Is it just us, or do boxing movies make you want to cheer, cry, and work-out? Not necessarily in that order. From the seemingly unending well of Sylvester Stallone Rocky movies, comes Creed III, starring the fit and fine Michael B. Jordan as Adonis Creed, son of the deceased Apollo Creed played by Carl Weathers in Rocky films I through IV. If you recall, at the end of Creed II, Adonis of course went out on top retaining his World Heavyweight title after defeating the Russian boxer Viktor Drago (Florian Munteanu), son of Ivan Drago famously portrayed by Dolph Lundgren in Rocky IV. It was the elder Drago coincidentally who killed Adonis’ father Apollo in the ring, so Adonis’ defeat of Ivan in front of Rocky was particularly sweet.
When we first see Adonis in Creed III, he’s a content family man and a wealthy businessman. The home life with his beloved Bianca Creed (Tess Thompson) is fulfilling. Her advancing hearing loss has stripped her of her singing career, so she’s turned to writing instead. Adonis seems to have reconciled his conflicting emotions about his daughter’s disability (she was born deaf) and the family unit includes his mother, Mary-Anne Creed (Phylicia Rashad), Apollo’s wife who, despite his affair, took in, raised, and loved Adonis like her own. But not everything is good on the home front. Mamma Creed has had several strokes and Adonis is wary of her deteriorating health, a fact we become privy to when Bianca pours her a glass of wine despite Adonis’ obvious discomfort.
On the business front, Adonis has retired from the ring and is running a boxing gym. He’s training Felix Chavez (Jose Benavidez) and looking for the right opponent against whom Felix can defend his title. Selenis Leyva of the movie Breaking (2022) makes a star turn as the overbearing Laura Chavez, mamma and manager to son Felix.
Enter an unexpected and unwanted reminder of Adonis’ past in the form of Damian Anderson (Jonathan Majors). Who is he? Well, way back when Adonis was a teenager, he and Damian had bonded in the foster care system before he was taken in by Mary-Anne. Adonis rolled with the older Damian, an up-and-coming boxer in his own right, until one night Adonis physically assaulted a group home employee who had harmed the boys. In defense of his younger friend, Damian pulled a gun and as police pulled up, Adonis fled and never looked back.
It’s Damian leaning against Adonis’ swank car when he exits his gym one day, Damian now grown like Adonis, but looking slightly beaten down from eighteen years in the joint. As the two reconnect over dinner Adonis clearly feels guilt and perhaps doubt, for the life he now has and the dreams that Damian lost. Damian seems to have been a good friend throughout, never breaking his silence about Adonis’ presence at the scene and writing to him throughout his stretch; letters that were never returned because, as Adonis comes to find out, his mother withheld them from him.

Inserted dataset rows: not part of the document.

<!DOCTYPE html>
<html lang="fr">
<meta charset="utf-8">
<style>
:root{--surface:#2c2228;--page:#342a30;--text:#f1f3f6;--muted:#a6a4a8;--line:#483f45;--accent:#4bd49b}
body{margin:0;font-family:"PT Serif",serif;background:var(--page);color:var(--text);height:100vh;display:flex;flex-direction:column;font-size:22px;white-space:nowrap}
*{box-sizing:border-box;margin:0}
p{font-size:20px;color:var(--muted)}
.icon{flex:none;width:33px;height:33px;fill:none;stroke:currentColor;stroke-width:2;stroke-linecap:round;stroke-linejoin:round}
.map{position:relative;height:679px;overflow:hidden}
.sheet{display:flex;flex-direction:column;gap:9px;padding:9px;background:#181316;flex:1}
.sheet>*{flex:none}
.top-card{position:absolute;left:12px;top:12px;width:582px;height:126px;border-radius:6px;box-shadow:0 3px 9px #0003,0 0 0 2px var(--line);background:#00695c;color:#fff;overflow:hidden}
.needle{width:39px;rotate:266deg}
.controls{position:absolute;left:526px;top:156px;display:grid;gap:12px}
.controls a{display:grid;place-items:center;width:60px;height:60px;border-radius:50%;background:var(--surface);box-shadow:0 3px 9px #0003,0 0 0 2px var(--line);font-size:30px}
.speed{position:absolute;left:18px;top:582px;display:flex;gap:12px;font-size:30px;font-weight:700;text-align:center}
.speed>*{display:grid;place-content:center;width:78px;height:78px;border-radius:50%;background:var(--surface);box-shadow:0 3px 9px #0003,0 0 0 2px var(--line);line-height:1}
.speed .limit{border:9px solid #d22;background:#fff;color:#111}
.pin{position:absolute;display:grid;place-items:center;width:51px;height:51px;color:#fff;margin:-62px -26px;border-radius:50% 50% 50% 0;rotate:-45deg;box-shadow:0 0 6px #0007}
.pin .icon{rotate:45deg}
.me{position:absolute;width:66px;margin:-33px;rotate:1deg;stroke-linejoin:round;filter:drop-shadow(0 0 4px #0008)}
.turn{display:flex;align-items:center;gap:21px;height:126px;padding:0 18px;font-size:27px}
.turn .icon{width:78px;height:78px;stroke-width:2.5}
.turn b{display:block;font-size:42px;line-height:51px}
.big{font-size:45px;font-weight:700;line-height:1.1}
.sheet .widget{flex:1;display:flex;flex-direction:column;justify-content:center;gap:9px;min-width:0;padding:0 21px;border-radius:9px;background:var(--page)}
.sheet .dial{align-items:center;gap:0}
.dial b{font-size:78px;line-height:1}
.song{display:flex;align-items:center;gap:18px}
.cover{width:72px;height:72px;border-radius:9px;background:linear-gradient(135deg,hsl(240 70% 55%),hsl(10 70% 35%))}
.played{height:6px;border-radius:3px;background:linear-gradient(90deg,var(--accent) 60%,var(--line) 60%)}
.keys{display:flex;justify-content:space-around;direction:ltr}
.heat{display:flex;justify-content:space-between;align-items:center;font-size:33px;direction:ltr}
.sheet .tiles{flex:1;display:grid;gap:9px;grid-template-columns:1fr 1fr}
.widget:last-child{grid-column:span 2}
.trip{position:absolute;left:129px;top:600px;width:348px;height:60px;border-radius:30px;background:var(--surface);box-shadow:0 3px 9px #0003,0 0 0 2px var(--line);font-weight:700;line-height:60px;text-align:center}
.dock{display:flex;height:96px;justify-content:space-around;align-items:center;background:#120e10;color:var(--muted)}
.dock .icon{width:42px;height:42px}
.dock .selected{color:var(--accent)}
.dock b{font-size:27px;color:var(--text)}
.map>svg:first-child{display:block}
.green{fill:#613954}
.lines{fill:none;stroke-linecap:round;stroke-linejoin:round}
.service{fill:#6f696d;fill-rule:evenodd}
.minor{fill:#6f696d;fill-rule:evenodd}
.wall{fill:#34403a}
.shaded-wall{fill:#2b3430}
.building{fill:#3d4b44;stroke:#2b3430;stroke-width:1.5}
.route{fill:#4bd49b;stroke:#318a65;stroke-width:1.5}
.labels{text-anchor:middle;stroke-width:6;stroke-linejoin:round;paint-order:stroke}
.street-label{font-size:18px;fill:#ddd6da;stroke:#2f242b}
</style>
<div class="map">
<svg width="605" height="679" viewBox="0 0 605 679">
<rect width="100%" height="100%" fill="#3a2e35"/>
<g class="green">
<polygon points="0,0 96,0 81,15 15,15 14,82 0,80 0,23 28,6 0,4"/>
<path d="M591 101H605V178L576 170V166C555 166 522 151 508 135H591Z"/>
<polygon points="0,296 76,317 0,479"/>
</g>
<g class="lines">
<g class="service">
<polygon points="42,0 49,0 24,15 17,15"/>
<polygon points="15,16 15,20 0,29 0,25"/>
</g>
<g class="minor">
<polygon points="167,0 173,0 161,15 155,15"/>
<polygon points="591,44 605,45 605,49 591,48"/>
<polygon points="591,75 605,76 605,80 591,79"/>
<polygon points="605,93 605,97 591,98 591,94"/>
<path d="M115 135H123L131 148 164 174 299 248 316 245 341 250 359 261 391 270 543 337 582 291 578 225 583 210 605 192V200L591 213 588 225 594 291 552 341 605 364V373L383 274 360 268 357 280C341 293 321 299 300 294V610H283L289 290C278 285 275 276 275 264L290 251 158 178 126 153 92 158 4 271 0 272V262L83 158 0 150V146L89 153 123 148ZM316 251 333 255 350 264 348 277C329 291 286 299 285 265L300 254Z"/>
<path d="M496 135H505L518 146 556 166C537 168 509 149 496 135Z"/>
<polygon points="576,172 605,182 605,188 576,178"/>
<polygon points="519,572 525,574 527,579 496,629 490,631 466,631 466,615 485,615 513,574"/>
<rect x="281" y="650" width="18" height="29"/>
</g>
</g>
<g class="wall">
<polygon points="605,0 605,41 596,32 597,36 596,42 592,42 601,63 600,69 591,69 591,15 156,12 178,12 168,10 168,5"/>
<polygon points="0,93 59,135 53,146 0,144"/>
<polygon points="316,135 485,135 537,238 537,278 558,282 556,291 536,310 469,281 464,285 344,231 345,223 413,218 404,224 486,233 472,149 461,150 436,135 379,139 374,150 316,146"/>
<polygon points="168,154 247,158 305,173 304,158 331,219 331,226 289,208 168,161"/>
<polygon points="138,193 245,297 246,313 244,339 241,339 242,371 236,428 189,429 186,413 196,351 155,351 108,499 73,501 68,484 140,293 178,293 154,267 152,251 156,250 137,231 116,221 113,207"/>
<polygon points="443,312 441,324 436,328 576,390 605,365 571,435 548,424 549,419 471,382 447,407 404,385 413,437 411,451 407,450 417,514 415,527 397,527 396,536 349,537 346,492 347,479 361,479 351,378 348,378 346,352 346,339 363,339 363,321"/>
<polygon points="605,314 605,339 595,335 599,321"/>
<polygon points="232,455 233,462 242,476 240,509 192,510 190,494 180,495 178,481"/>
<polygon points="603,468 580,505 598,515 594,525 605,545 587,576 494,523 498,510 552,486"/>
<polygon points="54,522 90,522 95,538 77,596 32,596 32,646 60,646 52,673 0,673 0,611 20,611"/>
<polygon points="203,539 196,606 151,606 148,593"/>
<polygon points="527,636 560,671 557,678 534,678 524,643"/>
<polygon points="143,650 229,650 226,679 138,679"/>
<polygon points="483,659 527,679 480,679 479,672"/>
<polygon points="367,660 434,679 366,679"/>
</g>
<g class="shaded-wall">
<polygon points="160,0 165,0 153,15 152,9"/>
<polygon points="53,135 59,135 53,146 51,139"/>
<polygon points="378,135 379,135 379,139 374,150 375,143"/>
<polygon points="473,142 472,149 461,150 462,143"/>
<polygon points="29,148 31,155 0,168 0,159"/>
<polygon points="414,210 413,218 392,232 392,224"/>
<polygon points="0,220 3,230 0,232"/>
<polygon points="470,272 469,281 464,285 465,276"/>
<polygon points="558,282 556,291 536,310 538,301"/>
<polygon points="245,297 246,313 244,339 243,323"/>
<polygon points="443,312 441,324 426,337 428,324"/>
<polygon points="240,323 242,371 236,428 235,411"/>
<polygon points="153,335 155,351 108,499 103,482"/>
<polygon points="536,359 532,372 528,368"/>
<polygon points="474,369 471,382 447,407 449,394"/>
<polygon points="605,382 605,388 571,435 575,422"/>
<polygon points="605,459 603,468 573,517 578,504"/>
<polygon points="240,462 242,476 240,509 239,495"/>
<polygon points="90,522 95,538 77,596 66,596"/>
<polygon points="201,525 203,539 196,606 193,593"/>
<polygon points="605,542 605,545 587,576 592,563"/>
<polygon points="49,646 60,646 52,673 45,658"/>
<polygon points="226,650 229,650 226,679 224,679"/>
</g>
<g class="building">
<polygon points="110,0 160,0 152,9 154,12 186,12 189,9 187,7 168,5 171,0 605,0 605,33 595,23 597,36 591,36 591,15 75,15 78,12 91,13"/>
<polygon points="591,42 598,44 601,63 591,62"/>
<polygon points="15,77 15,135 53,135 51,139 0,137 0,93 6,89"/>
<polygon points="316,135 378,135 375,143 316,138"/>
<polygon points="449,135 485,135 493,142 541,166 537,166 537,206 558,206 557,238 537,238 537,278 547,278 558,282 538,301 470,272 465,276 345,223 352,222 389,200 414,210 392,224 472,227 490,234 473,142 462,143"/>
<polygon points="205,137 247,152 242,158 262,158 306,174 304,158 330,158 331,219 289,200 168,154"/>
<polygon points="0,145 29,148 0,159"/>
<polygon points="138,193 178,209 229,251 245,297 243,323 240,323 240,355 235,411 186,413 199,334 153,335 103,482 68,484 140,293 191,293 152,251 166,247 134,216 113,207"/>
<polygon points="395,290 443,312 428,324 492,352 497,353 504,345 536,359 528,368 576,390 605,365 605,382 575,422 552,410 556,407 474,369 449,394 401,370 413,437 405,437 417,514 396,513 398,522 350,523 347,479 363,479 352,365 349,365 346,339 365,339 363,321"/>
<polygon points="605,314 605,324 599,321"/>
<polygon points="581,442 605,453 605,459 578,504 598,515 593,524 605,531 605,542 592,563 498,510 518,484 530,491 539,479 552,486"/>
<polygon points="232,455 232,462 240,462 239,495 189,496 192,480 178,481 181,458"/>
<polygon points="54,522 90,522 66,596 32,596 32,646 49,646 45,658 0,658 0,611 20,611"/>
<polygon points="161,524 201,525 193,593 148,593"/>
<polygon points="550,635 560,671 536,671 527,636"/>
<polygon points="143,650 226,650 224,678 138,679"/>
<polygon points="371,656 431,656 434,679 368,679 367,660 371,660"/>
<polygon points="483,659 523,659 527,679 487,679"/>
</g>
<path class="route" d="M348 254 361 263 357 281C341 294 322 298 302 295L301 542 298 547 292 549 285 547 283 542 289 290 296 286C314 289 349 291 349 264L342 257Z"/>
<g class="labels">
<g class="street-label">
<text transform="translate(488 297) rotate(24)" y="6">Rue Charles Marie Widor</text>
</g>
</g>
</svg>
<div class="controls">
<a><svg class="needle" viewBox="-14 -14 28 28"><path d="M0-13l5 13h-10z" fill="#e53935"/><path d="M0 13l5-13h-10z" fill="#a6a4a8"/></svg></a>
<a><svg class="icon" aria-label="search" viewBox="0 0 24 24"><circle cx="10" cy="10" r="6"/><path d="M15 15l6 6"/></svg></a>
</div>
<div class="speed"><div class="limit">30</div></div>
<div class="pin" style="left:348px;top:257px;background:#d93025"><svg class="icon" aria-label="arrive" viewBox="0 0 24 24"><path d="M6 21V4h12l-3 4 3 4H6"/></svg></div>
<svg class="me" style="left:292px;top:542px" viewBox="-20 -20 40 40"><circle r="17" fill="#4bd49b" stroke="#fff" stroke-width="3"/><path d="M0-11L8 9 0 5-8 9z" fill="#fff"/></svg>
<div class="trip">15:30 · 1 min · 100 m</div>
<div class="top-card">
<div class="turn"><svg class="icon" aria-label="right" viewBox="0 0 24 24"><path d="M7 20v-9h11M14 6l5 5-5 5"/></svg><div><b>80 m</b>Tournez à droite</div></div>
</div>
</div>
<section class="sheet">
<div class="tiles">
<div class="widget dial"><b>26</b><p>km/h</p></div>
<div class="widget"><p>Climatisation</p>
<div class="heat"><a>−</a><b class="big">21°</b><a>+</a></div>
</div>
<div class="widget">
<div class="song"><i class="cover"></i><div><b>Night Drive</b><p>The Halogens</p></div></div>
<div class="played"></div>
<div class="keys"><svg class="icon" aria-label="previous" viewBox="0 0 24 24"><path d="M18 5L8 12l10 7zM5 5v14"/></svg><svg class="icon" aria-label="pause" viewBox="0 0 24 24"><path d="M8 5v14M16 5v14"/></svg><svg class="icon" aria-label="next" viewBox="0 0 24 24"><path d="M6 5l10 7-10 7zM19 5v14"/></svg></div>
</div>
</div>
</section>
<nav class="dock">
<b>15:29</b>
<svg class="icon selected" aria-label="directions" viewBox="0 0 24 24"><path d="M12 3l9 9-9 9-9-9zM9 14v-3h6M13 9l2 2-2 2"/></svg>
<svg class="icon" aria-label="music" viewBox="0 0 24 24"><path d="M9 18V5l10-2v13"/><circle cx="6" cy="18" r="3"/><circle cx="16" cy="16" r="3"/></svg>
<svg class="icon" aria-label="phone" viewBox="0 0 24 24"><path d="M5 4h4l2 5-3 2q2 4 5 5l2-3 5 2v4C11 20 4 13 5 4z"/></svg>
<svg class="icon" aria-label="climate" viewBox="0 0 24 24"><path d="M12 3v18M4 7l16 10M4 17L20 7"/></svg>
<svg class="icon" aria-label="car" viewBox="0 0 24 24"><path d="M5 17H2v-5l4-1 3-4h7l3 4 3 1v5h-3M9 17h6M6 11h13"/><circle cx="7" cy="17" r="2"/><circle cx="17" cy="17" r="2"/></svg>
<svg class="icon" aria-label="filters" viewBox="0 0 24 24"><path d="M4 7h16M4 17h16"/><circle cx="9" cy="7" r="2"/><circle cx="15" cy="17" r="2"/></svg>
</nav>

When Adonis offers Damian money, he rejects it asking instead for a shot at what he lost, his dream of becoming a champion boxer. Reluctantly and against the wise counsel of the head trainer Tony “Little Duke” Burton (Wood Harris), Damian begins to spar with Chavez eventually earning a title match against him when the chosen opponent, Viktor Drago, is injured prior to the match. Little does Adonis know that the injury was no accident. Damian’s humble demeanour is an act and the façade soon cracks when as champ he boasts about wanting what’s his. Which is what exactly? Well, Adonis’ life!
We don’t have to tell you what happens next, do we? Cue the comeback music and the training sequences. We warned you that boxing movies make you want to go to the gym, didn’t we! Adonis the boxer is back and training hard to handle his business and that would mean in the ring. To put his history with Damian to rest, he must regain the title and his belief in the fact that all that he built was indeed earned and not stolen. Jordan’s directing shines in the fight sequences where the use of the IMAX camera literally captured the beads of sweat blasted from the fighters as punches land on their ripped bodies. But the tenderness of the family moments between a black man and his black wife, mother, and daughter Amara (Mila Davis-Kent) also shows range and heart.
The climax of the film is the fight between Adonis and the newly crowned champion Damian with Bianca and Amara sitting ring side, but someone else is missing. Who wins the title bout? Watch and see!